Civil and Human Rights

The Human Rights Act 1998 is in force in the UK from 2 October 2000. Although the UK has been a signatory to the European Convention of Human Rights for over 40 years this Act is a landmark in human rights protection because for the first time it provides enforceable civil and political rights for everyone in our own Courts.

The Act makes the Convention central to our law. Its scope is broad and its implications are far reaching. There will be significant changes required in law policy and practice as a result.

The principal effect is that the old case law decided by the courts will have to change if it does not respect the rights in the Convention. All rules and regulations will also have to comply unless an act of parliament makes this impossible. Even acts of parliament in future will have to be brought into line with Convention rights as far as it is possible to do so.

Introduction

The Human Rights Act 1998 will allow individuals whose rights under the European Convention of Human Rights have been violated by a public authority to take legal action through our own Courts in the UK. The Courts will be able to issue injunctions, award damages and quash unlawful decisions where violations have occurred.

This in-depth guide explains the substantive rights in the Convention which will be protected.

Absolute Rights

There are some rights which are absolute. These include the right to life (protected by article 2 of the Convention), freedom from torture, inhuman and exploiting treatment (Article 3 of the Convention), freedom from slavery and freedom from retrospective penalties.

All of these rights are not limited or qualified in any way and they cannot be infringed no matter how necessary it might seem to be to do so. In general there is no balancing of the right against any public interest.

Limited Rights

Some of the rights protected by the Convention will be limited including freedom from arbitrary detention (Article 5), the right to a fair trial (Article 6), and the right to marry and found a family (Article 12).
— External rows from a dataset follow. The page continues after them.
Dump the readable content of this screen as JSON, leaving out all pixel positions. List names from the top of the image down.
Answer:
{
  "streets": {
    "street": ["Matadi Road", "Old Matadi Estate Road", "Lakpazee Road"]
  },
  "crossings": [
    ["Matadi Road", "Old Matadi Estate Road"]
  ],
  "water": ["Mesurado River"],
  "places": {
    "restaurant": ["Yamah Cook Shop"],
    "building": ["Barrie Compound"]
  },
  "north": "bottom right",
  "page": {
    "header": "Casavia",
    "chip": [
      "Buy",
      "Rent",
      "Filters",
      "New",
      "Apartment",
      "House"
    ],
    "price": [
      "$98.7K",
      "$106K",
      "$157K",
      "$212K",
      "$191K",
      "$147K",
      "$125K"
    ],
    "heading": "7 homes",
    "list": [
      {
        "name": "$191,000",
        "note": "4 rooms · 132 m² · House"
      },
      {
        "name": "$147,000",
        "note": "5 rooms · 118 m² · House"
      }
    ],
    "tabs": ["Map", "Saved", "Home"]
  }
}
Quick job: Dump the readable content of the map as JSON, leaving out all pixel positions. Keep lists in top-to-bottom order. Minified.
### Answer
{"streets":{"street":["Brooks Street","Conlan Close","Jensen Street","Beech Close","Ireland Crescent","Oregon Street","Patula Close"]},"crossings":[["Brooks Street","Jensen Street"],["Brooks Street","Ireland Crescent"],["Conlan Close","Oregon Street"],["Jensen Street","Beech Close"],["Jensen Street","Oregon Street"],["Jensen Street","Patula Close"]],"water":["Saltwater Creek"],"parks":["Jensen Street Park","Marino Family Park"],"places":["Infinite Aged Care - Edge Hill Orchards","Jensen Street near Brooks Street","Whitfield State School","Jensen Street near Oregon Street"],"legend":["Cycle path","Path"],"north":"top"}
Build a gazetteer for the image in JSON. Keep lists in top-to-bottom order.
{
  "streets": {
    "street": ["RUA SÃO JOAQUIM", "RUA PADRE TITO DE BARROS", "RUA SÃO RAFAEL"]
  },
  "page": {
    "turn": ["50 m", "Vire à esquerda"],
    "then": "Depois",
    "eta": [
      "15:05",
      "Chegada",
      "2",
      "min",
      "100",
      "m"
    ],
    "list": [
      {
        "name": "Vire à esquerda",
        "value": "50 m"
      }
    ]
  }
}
In these cases the rights are set out at the beginning of each relevant Article and then there are particular limitations in the Article itself.

Qualified Rights

Several of the rights protected by the Convention are "qualified". These include Article 8 (the right to privacy and a private life), Article 9 (freedom of religion), (Article 10 (freedom of expression), Article 11 (freedom of association) and Article 14 (freedom from discrimination). The right to peaceful enjoyment of property is also qualified. Generally in such Articles the right is set out at the beginning of the Article in the Convention and then qualified in the second part. If any policy, procedure, or legislation seeks to infringe any of the substantive rights it has to pass over three hurdles in order to be compliant with the Convention:

  1. Firstly it must be designed to promote a specific legitimate aim "in the interests of national security, public safety etc.".
  2. Secondly, it must be "prescribed by law", i.e. the infringement must be properly regulated by the law.
  3. Thirdly, the infringement must be necessary in a democratic society. This last idea means that interference with the right has to be "proportionate". If the aim can be achieved by a less intrusive method then that method must be used instead. Any interference must be restricted as much as possible.

The way these rights will be applied in practice by Courts seeking to harmonise the approach taken in our domestic courts with that which has been taken under the Convention over the last 40 years will produce a new body of law over coming years. Some of the concepts are very complex and proper expertise will be necessary in order to determine whether or not a particular set of facts discloses any violation.